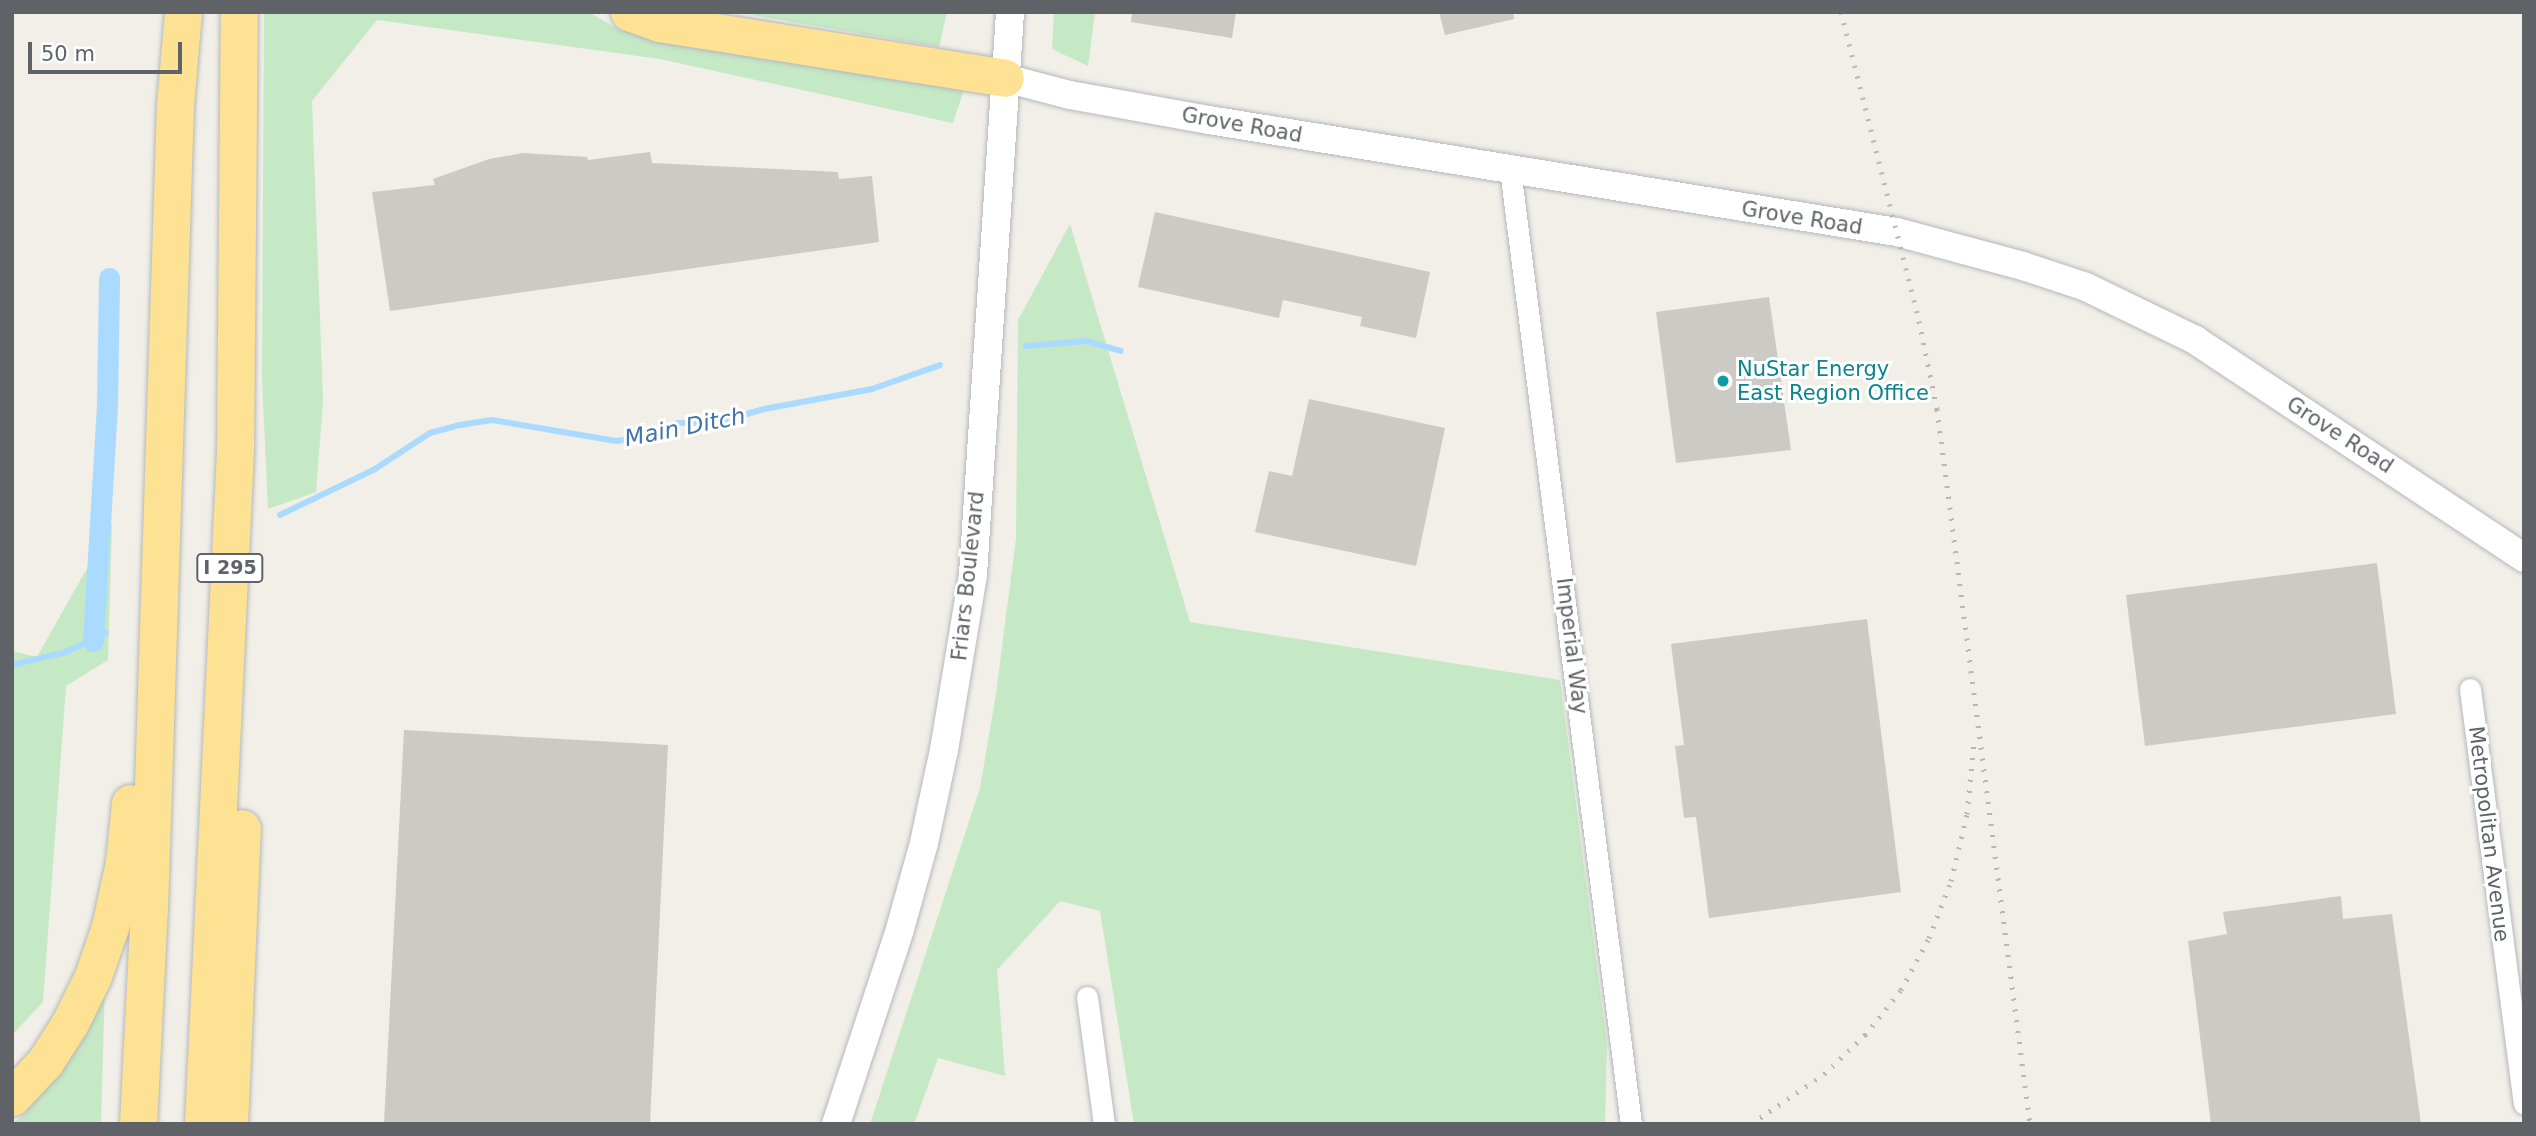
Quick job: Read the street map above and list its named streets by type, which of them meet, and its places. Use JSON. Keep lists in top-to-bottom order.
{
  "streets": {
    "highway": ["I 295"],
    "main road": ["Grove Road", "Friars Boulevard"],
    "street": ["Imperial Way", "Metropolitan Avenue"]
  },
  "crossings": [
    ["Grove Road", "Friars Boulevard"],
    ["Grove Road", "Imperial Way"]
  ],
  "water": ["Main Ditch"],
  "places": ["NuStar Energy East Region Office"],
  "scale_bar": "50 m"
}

=-=-=

**Aim of the task**
From the first line to the last, output the data exactly; skip any pictures.

**Output of the exercise**
Quick job: Read the street map above and list its named streets by type, which of them meet, and its places. Use JSON. Keep lists in top-to-bottom order.
{
  "streets": {
    "highway": ["I 295"],
    "main road": ["Grove Road", "Friars Boulevard"],
    "street": ["Imperial Way", "Metropolitan Avenue"]
  },
  "crossings": [
    ["Grove Road", "Friars Boulevard"],
    ["Grove Road", "Imperial Way"]
  ],
  "water": ["Main Ditch"],
  "places": ["NuStar Energy East Region Office"],
  "scale_bar": "50 m"
}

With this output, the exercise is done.